世界中で不動産事業を営むファミリーは、まさしくシンガポールを代表するクレイジーリッチなわけですが、彼女自身もグローバルな視野を持つスーパーキャリアウーマン。
アメリカ、香港、台湾のパスポートを持ち、台湾で生まれ、香港で育ち、アメリカで7年過ごして大学を卒業後、イギリスで7年間働きました。そしてフランスでベルギー人の夫に出会い、2013年にシンガポールに移住して、今は亡き祖父の最後のプロジェクト、このパークビュースクエアの事業を引き継ぎました。
お爺さんとお父さんは、彼女が子供の頃からビジネスミーティングに参加させ、意見を述べさせ、休暇の際にホテルに宿泊するときには、常にそれが研究対象、勉強の機会となったとのことです。

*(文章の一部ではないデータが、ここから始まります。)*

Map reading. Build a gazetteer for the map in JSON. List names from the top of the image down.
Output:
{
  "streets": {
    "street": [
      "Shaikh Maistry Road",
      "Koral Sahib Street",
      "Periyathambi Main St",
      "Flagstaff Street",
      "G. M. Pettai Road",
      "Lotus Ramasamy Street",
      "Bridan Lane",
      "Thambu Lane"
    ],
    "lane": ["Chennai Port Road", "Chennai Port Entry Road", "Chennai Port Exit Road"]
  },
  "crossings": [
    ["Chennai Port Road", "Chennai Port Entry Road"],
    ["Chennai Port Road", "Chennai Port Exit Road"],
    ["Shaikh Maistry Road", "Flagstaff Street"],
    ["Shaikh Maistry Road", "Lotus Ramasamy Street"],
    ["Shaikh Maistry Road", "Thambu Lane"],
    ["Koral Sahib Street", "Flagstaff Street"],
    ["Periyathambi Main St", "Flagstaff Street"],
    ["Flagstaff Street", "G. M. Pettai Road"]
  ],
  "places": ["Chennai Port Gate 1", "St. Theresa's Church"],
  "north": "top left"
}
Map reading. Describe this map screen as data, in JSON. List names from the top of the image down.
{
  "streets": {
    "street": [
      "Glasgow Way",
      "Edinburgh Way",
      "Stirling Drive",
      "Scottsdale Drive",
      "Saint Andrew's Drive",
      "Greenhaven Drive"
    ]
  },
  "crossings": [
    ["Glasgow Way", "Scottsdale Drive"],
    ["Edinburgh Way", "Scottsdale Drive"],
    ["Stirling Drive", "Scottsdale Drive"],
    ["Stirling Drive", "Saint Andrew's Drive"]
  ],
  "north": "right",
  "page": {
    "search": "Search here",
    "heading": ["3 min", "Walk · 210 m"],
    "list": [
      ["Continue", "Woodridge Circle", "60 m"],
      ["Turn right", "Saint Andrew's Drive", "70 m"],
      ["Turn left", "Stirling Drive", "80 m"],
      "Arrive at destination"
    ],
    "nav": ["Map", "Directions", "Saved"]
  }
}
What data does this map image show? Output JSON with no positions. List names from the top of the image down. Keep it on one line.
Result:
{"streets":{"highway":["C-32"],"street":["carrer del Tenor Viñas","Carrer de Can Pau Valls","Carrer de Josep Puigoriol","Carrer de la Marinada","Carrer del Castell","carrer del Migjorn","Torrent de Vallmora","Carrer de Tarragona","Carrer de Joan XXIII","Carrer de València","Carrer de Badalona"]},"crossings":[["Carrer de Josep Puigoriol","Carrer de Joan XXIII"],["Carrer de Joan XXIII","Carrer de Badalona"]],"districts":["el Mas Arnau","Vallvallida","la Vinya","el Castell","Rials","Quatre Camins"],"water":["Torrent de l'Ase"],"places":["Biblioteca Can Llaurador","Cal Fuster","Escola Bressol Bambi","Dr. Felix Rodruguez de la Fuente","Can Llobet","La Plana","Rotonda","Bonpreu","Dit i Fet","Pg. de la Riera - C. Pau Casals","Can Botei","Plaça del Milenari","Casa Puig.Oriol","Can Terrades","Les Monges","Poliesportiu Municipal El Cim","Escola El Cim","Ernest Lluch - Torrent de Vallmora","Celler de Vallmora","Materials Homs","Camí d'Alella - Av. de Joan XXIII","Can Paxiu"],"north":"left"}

ビルを改装してアトラスを作るには、2年の構想と5か月の改築期間がかかりました。そして2017年3月の完成から今でも、アトラスのバーカウンターの裏の棚には、偉大なお爺さん、CS Hwang氏の肖像画が飾ってあります。
【Atlas Singapore】
WEB: www.atlasbar.sg
Address: 1/F Parkview Square, 600 North Bridge Rd., Singapore 188778
Mon – Thu: 10 am – 1am, friday: 10am – 2am , sat: 12pm – 2am
Sun: closed
Dress Code: Smart Casual from 5pm (no shorts or slippers)
Written by 土屋芳子(マレーシア)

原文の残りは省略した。